» ASSIGNED TASK: Each line in the entries below that holds the word "list" belongs in the answer.
================
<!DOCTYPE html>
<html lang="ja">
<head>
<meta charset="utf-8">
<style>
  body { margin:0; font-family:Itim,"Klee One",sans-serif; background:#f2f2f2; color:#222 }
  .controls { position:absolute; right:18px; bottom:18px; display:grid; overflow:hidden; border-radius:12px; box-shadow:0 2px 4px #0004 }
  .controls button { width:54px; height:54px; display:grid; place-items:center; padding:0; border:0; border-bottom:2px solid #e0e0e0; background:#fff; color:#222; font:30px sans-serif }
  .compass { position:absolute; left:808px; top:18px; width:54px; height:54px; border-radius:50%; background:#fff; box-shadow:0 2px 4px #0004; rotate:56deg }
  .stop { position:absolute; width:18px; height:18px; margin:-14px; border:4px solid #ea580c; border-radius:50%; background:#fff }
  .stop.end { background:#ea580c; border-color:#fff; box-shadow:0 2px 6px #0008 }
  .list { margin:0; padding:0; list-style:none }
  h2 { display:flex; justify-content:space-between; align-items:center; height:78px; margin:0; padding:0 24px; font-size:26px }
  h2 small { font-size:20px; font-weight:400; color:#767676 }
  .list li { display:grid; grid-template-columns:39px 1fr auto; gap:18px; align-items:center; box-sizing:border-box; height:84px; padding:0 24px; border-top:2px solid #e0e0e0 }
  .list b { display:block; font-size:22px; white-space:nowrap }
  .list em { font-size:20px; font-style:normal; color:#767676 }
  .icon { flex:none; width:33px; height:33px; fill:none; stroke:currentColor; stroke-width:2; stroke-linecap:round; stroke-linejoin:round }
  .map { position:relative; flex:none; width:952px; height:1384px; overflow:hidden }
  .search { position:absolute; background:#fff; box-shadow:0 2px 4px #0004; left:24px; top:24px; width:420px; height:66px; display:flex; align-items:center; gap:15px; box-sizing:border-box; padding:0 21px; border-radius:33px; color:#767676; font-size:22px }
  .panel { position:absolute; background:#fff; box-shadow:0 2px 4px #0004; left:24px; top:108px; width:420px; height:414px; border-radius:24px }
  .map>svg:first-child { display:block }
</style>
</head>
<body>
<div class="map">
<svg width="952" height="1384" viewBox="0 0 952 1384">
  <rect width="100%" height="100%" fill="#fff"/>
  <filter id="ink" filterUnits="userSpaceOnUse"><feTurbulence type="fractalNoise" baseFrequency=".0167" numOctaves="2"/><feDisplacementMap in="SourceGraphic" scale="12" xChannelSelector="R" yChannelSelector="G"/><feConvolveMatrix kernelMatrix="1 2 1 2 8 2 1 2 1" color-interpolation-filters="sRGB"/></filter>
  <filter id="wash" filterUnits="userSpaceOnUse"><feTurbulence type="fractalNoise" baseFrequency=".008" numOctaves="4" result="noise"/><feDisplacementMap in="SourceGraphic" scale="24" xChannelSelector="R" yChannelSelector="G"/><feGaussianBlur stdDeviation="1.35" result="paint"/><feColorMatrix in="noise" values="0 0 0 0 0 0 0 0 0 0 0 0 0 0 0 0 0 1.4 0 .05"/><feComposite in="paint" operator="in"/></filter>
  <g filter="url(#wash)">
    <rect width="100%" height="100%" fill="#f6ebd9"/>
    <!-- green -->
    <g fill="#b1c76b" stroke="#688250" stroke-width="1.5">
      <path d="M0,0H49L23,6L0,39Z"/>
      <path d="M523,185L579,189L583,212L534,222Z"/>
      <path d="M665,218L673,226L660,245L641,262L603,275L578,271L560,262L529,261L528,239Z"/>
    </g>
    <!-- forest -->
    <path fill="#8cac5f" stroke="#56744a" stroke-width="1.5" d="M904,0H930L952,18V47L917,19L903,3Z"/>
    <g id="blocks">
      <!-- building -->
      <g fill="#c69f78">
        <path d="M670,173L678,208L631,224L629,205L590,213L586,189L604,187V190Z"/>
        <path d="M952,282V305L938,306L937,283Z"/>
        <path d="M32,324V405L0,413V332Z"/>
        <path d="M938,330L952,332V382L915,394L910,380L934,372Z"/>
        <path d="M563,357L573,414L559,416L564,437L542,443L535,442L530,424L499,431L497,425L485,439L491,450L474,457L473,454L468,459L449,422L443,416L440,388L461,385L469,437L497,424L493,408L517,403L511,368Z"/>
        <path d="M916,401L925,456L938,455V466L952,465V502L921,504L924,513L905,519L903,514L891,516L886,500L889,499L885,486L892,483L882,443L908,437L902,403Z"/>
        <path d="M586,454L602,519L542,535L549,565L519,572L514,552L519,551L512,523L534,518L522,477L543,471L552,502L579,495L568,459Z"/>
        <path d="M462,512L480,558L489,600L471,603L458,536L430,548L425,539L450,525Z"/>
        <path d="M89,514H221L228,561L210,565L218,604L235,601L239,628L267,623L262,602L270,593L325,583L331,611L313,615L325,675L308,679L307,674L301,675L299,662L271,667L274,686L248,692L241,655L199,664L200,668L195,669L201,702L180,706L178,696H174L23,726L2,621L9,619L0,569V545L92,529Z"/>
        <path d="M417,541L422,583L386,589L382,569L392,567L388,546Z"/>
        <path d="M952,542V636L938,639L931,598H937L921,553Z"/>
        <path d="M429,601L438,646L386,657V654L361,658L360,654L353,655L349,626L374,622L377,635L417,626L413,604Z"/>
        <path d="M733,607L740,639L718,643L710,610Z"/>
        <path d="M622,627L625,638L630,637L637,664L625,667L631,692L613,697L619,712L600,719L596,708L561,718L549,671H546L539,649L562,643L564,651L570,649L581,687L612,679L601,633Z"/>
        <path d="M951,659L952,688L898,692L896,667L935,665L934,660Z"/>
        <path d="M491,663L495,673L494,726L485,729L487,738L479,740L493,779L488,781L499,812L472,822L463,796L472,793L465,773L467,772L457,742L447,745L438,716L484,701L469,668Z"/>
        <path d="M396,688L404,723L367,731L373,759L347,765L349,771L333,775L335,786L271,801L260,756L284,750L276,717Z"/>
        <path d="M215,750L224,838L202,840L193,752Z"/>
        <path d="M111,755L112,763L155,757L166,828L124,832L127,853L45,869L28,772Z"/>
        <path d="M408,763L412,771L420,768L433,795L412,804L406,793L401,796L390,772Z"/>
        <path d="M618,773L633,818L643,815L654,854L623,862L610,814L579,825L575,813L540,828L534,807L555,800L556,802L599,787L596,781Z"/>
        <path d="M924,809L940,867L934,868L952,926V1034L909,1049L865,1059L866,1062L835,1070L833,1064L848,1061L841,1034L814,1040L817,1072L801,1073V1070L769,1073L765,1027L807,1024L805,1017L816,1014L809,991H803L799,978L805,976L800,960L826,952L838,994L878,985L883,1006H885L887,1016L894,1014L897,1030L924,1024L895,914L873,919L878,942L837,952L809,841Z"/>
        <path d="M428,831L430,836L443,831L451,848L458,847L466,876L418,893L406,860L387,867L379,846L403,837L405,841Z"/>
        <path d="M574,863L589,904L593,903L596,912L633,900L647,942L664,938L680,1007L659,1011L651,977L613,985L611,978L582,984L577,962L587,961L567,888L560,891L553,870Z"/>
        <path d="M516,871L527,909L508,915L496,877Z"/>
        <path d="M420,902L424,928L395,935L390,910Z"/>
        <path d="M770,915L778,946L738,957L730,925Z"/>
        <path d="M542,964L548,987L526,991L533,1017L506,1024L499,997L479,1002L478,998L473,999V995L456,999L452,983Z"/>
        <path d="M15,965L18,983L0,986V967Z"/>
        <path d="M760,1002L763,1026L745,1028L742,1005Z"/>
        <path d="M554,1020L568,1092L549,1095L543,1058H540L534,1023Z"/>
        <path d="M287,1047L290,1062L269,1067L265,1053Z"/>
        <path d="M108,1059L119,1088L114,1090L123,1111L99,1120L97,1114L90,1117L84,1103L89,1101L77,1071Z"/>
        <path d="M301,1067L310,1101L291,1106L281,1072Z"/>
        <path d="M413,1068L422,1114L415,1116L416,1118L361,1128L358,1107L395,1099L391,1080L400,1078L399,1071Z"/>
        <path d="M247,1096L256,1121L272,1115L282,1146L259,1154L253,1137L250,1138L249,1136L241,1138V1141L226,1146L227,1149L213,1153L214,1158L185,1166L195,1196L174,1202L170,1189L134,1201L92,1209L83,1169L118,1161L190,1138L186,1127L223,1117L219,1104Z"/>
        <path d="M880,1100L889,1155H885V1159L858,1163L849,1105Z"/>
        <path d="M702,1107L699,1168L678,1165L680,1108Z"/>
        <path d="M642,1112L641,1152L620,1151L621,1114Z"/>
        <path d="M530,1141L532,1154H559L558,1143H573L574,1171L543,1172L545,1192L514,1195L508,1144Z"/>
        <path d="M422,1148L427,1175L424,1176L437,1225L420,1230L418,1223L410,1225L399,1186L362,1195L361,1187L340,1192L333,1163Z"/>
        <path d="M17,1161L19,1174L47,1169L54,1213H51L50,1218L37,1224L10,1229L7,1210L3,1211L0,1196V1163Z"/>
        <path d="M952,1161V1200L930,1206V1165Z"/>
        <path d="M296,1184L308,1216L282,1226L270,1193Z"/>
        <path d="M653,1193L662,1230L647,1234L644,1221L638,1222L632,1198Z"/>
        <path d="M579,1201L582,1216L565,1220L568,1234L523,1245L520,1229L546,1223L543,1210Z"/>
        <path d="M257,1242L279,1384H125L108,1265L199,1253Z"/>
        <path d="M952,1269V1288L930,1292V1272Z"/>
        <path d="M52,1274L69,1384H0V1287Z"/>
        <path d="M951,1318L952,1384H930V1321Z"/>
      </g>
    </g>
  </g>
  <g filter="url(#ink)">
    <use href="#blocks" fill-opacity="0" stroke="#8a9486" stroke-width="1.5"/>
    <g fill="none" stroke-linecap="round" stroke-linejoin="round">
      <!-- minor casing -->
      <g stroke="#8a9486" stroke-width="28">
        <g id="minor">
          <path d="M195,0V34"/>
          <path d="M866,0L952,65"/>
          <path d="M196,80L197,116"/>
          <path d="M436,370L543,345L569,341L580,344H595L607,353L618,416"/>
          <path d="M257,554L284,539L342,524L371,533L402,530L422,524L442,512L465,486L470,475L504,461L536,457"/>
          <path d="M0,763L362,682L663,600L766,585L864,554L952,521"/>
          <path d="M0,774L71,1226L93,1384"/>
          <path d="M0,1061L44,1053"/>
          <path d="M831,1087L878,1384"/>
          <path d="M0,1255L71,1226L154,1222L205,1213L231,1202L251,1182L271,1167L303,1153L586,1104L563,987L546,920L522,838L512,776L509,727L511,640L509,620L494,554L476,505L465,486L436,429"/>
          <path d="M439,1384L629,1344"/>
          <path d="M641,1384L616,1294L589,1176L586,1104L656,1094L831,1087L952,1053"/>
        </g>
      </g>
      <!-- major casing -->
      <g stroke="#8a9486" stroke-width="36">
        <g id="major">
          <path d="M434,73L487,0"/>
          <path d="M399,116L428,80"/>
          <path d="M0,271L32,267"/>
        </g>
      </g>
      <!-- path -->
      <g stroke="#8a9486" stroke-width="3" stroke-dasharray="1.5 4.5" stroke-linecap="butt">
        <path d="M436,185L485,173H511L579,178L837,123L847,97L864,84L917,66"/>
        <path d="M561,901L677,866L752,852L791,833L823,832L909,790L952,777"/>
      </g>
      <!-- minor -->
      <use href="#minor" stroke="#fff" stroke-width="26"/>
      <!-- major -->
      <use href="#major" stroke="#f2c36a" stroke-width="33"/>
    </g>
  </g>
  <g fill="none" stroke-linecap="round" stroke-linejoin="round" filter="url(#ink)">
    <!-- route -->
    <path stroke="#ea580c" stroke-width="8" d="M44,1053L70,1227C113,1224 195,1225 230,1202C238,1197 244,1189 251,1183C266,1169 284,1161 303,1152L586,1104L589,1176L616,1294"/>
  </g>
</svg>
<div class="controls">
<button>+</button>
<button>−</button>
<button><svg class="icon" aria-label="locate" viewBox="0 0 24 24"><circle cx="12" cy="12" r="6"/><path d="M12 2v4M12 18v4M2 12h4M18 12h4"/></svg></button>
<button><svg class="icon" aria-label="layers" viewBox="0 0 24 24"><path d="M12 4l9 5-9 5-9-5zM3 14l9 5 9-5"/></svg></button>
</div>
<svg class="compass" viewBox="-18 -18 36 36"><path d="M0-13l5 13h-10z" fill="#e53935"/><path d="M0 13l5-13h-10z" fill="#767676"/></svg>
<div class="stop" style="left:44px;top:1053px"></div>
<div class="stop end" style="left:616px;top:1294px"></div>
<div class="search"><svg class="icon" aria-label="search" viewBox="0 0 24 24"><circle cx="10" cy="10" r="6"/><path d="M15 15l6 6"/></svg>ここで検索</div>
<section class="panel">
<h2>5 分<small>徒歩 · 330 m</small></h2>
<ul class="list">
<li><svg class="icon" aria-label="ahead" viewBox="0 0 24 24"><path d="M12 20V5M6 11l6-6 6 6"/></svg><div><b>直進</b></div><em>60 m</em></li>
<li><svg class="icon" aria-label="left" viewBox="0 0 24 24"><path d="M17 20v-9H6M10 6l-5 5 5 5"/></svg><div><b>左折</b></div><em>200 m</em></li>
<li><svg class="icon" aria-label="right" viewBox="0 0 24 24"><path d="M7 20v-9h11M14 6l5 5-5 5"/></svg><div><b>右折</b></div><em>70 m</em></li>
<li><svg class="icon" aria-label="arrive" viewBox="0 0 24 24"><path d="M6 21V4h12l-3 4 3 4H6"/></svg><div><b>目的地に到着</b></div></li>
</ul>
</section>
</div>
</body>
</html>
================
» SOLVED PROBLEM:
  .list { margin:0; padding:0; list-style:none }
  .list li { display:grid; grid-template-columns:39px 1fr auto; gap:18px; align-items:center; box-sizing:border-box; height:84px; padding:0 24px; border-top:2px solid #e0e0e0 }
  .list b { display:block; font-size:22px; white-space:nowrap }
  .list em { font-size:20px; font-style:normal; color:#767676 }
<ul class="list">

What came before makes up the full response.